### Provided data:

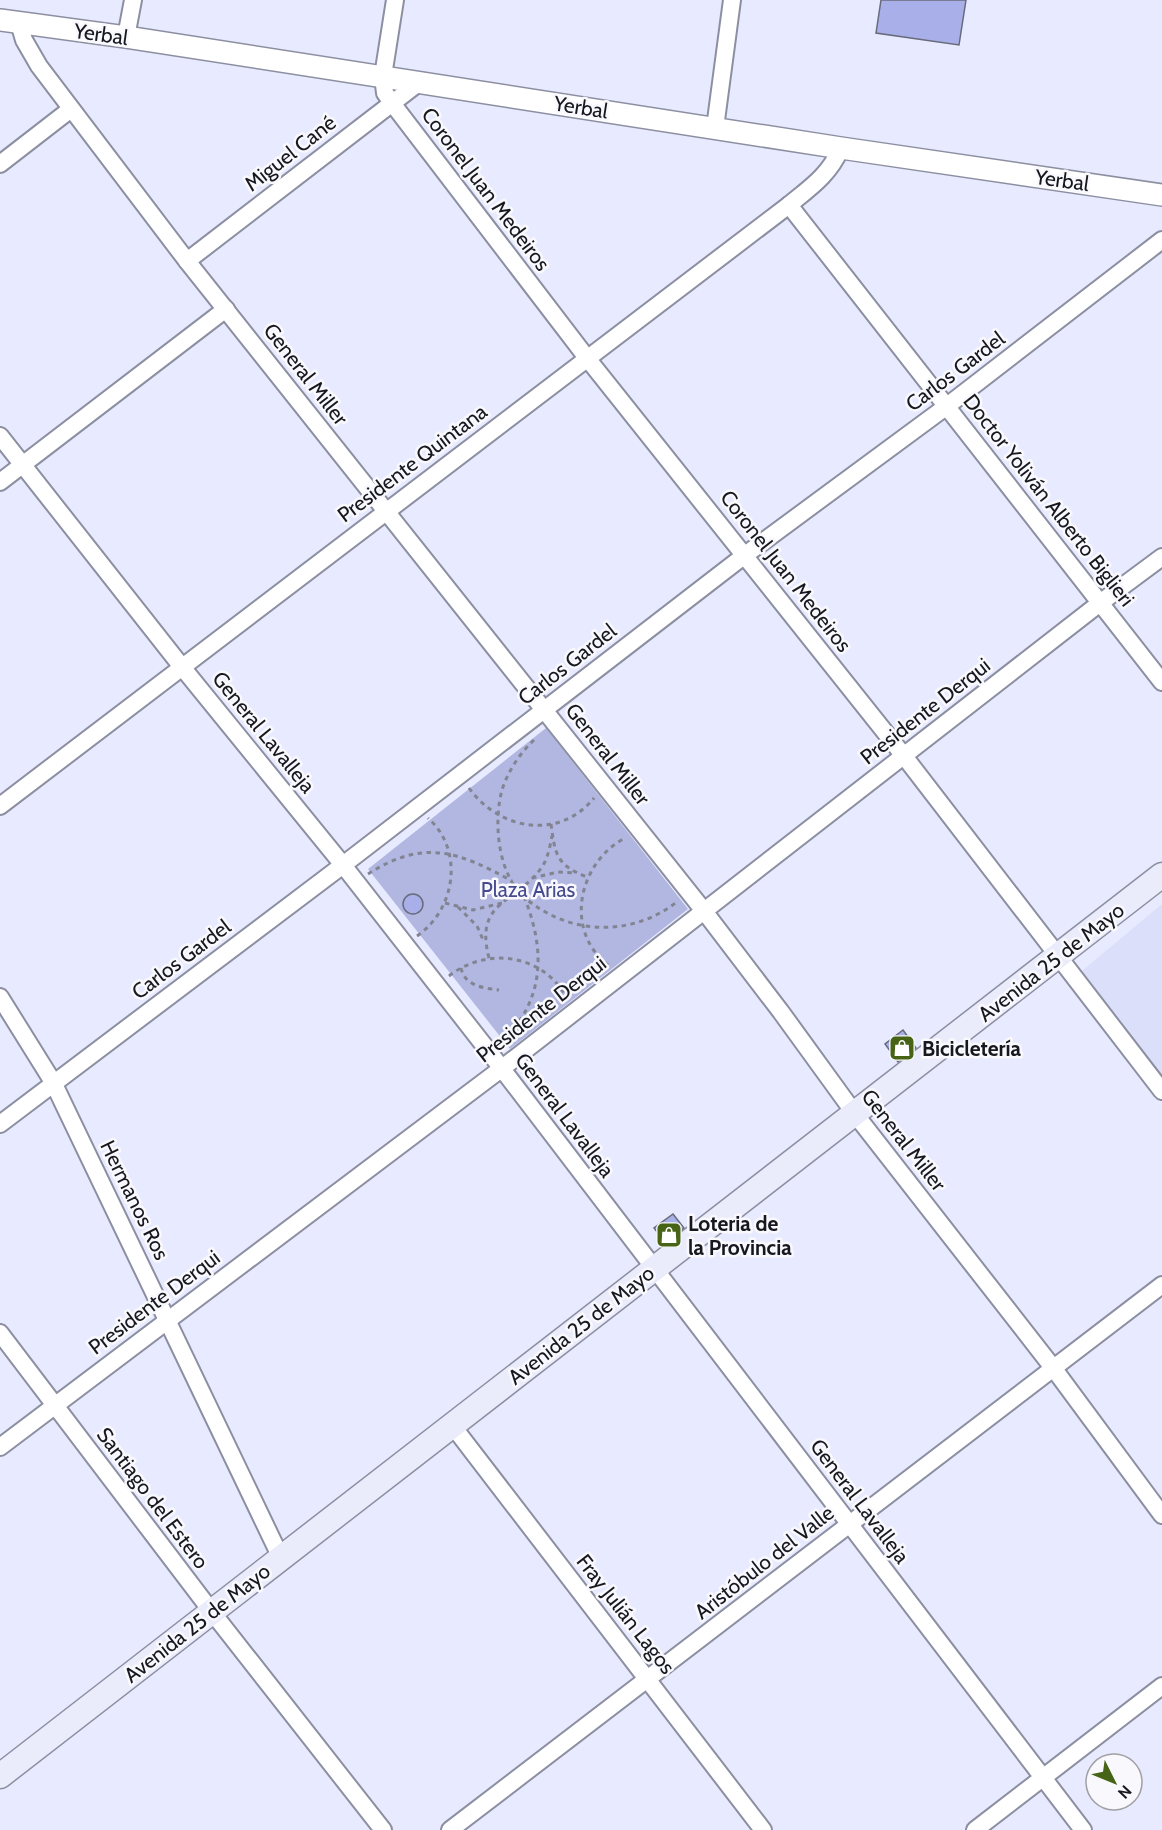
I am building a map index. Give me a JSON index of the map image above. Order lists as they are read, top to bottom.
{
  "streets": {
    "main road": ["Avenida 25 de Mayo"],
    "street": [
      "Yerbal",
      "Miguel Cané",
      "Coronel Juan Medeiros",
      "Carlos Gardel",
      "General Miller",
      "Presidente Quintana",
      "Doctor Yoliván Alberto Biglieri",
      "Presidente Derqui",
      "General Lavalleja",
      "Hermanos Ros",
      "Santiago del Estero",
      "Aristóbulo del Valle",
      "Fray Julián Lagos"
    ]
  },
  "crossings": [
    ["Yerbal", "Miguel Cané"],
    ["Yerbal", "Coronel Juan Medeiros"],
    ["Yerbal", "General Miller"],
    ["Yerbal", "Presidente Quintana"],
    ["Miguel Cané", "Coronel Juan Medeiros"],
    ["Miguel Cané", "General Miller"],
    ["Coronel Juan Medeiros", "Carlos Gardel"],
    ["Coronel Juan Medeiros", "Presidente Quintana"],
    ["Coronel Juan Medeiros", "Presidente Derqui"],
    ["Coronel Juan Medeiros", "Avenida 25 de Mayo"],
    ["Carlos Gardel", "General Miller"],
    ["Carlos Gardel", "Doctor Yoliván Alberto Biglieri"],
    ["Carlos Gardel", "General Lavalleja"],
    ["Carlos Gardel", "Hermanos Ros"],
    ["General Miller", "Presidente Quintana"],
    ["General Miller", "Presidente Derqui"],
    ["General Miller", "Avenida 25 de Mayo"],
    ["General Miller", "Aristóbulo del Valle"],
    ["Presidente Quintana", "Doctor Yoliván Alberto Biglieri"],
    ["Presidente Quintana", "General Lavalleja"],
    ["Doctor Yoliván Alberto Biglieri", "Presidente Derqui"],
    ["Presidente Derqui", "General Lavalleja"],
    ["Presidente Derqui", "Hermanos Ros"],
    ["Presidente Derqui", "Santiago del Estero"],
    ["General Lavalleja", "Avenida 25 de Mayo"],
    ["General Lavalleja", "Aristóbulo del Valle"],
    ["Avenida 25 de Mayo", "Hermanos Ros"],
    ["Avenida 25 de Mayo", "Santiago del Estero"],
    ["Avenida 25 de Mayo", "Fray Julián Lagos"],
    ["Aristóbulo del Valle", "Fray Julián Lagos"]
  ],
  "parks": ["Plaza Arias"],
  "places": {
    "shop": ["Bicicletería", "Loteria de la Provincia"]
  },
  "north": "bottom right"
}
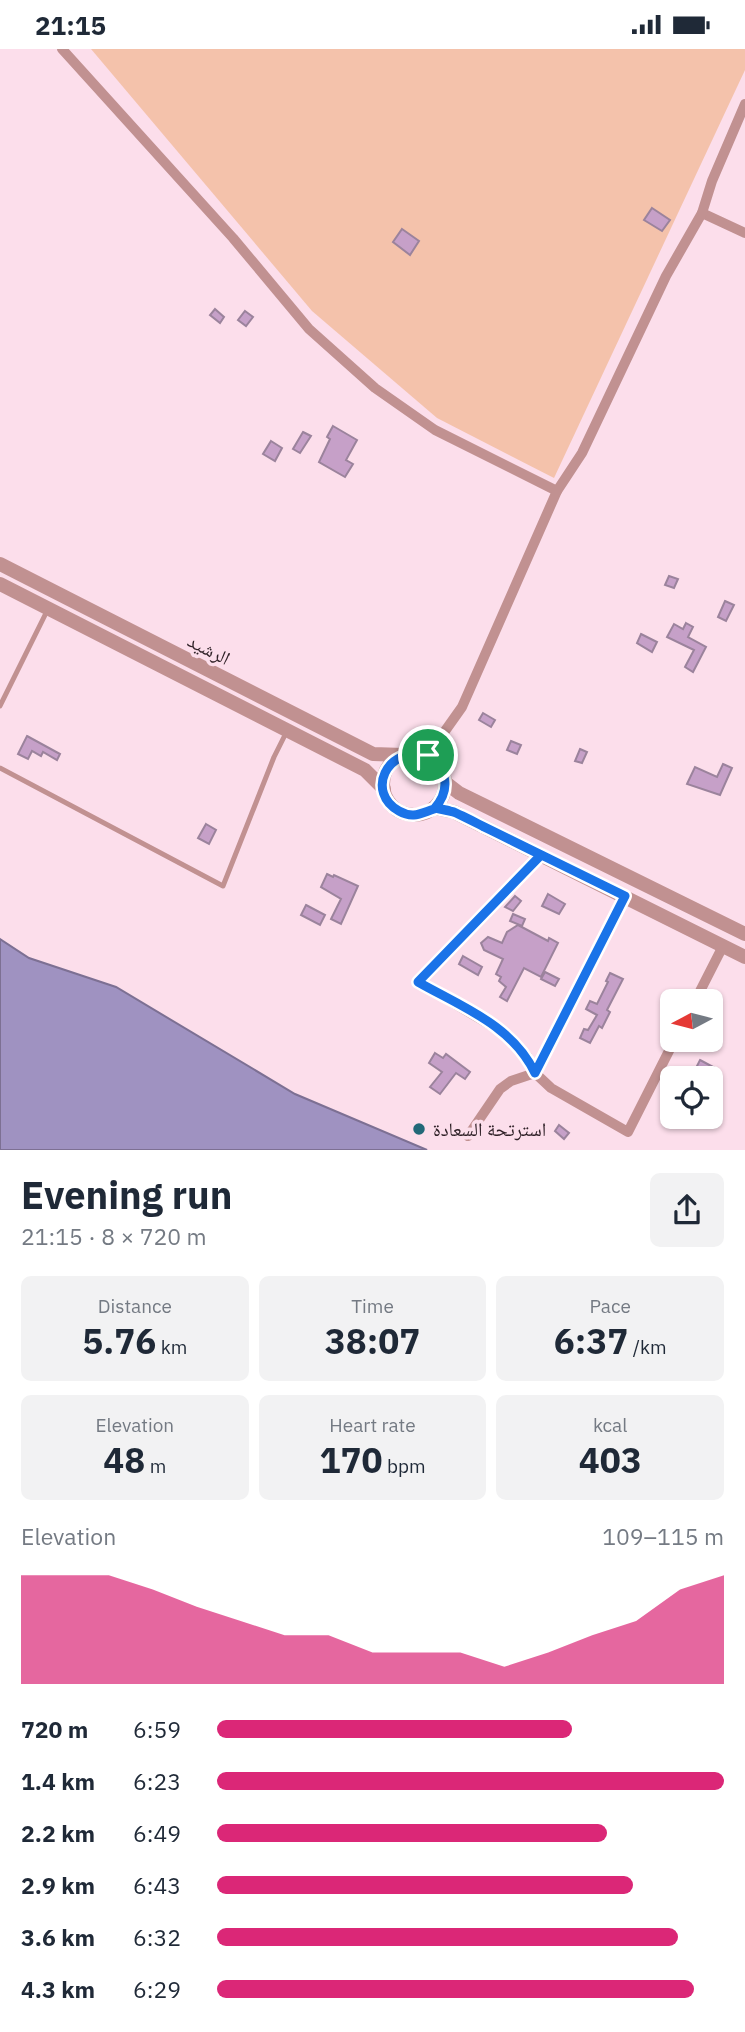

### Task statement:
Go through the records above, find every line with the word "Aristóbulo", and list those lines.

### Answer to this exercise:
      "Aristóbulo del Valle",
    ["General Miller", "Aristóbulo del Valle"],
    ["General Lavalleja", "Aristóbulo del Valle"],
    ["Aristóbulo del Valle", "Fray Julián Lagos"]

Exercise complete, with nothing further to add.